Dataset entries
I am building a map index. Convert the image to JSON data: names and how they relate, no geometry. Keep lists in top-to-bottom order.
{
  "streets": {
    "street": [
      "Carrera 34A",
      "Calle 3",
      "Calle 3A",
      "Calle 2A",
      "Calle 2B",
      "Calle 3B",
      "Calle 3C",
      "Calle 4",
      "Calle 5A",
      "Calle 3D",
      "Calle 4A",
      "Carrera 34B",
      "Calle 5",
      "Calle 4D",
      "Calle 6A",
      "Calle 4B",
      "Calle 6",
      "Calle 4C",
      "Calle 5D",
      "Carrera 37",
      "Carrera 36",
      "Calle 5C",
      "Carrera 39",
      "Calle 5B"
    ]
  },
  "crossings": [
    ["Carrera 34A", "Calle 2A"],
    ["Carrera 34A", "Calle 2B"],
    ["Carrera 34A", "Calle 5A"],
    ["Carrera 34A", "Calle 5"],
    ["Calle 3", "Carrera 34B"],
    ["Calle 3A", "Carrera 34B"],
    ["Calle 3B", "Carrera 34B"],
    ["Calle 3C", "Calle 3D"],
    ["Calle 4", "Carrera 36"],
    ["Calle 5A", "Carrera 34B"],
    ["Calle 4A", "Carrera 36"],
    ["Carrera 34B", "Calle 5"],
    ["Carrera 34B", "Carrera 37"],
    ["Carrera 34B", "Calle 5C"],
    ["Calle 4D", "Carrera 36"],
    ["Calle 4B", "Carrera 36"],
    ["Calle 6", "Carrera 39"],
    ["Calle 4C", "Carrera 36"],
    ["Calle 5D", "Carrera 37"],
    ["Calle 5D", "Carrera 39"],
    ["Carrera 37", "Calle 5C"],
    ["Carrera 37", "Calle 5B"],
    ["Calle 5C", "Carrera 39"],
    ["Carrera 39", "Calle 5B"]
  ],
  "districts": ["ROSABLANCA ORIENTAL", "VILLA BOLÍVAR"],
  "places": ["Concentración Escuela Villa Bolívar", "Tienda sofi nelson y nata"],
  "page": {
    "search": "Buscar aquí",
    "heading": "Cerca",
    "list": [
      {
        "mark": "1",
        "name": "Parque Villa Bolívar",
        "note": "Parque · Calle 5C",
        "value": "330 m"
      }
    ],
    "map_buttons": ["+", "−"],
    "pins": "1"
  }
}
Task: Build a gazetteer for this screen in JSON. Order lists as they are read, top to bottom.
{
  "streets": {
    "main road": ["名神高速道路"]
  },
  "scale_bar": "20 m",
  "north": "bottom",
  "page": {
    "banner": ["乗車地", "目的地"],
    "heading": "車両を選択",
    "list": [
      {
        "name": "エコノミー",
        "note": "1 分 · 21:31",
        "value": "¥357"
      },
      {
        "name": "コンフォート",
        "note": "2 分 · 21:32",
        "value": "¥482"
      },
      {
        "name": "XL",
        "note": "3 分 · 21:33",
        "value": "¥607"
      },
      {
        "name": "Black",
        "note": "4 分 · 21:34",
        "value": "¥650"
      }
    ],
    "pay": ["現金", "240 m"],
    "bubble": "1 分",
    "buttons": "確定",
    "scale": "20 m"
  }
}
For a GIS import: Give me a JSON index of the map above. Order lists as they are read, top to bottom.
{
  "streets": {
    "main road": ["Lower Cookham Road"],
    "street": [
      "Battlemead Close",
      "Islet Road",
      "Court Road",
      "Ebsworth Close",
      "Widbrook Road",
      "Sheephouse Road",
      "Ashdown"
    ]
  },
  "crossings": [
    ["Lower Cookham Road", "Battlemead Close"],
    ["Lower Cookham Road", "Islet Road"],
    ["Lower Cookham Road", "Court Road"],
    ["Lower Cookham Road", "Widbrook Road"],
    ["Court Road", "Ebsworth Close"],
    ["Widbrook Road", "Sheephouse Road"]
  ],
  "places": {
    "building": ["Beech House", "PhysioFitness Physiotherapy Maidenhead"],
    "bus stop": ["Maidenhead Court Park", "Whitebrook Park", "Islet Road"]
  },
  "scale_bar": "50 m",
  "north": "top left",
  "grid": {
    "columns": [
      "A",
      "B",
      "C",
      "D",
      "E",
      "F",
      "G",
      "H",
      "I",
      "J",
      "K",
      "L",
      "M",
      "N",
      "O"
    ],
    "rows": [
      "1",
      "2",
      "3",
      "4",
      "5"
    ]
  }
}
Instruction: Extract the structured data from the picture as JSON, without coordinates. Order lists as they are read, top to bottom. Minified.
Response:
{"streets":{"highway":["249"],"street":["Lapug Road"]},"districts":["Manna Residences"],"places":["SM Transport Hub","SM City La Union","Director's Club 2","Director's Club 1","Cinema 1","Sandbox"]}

» **DESCRIPTION OF THE TASK**
Look for the string "Court" in the entries above. Copy every line that has it.

» **YOUR SOLUTION**
      "Court Road",
    ["Lower Cookham Road", "Court Road"],
    ["Court Road", "Ebsworth Close"],
    "bus stop": ["Maidenhead Court Park", "Whitebrook Park", "Islet Road"]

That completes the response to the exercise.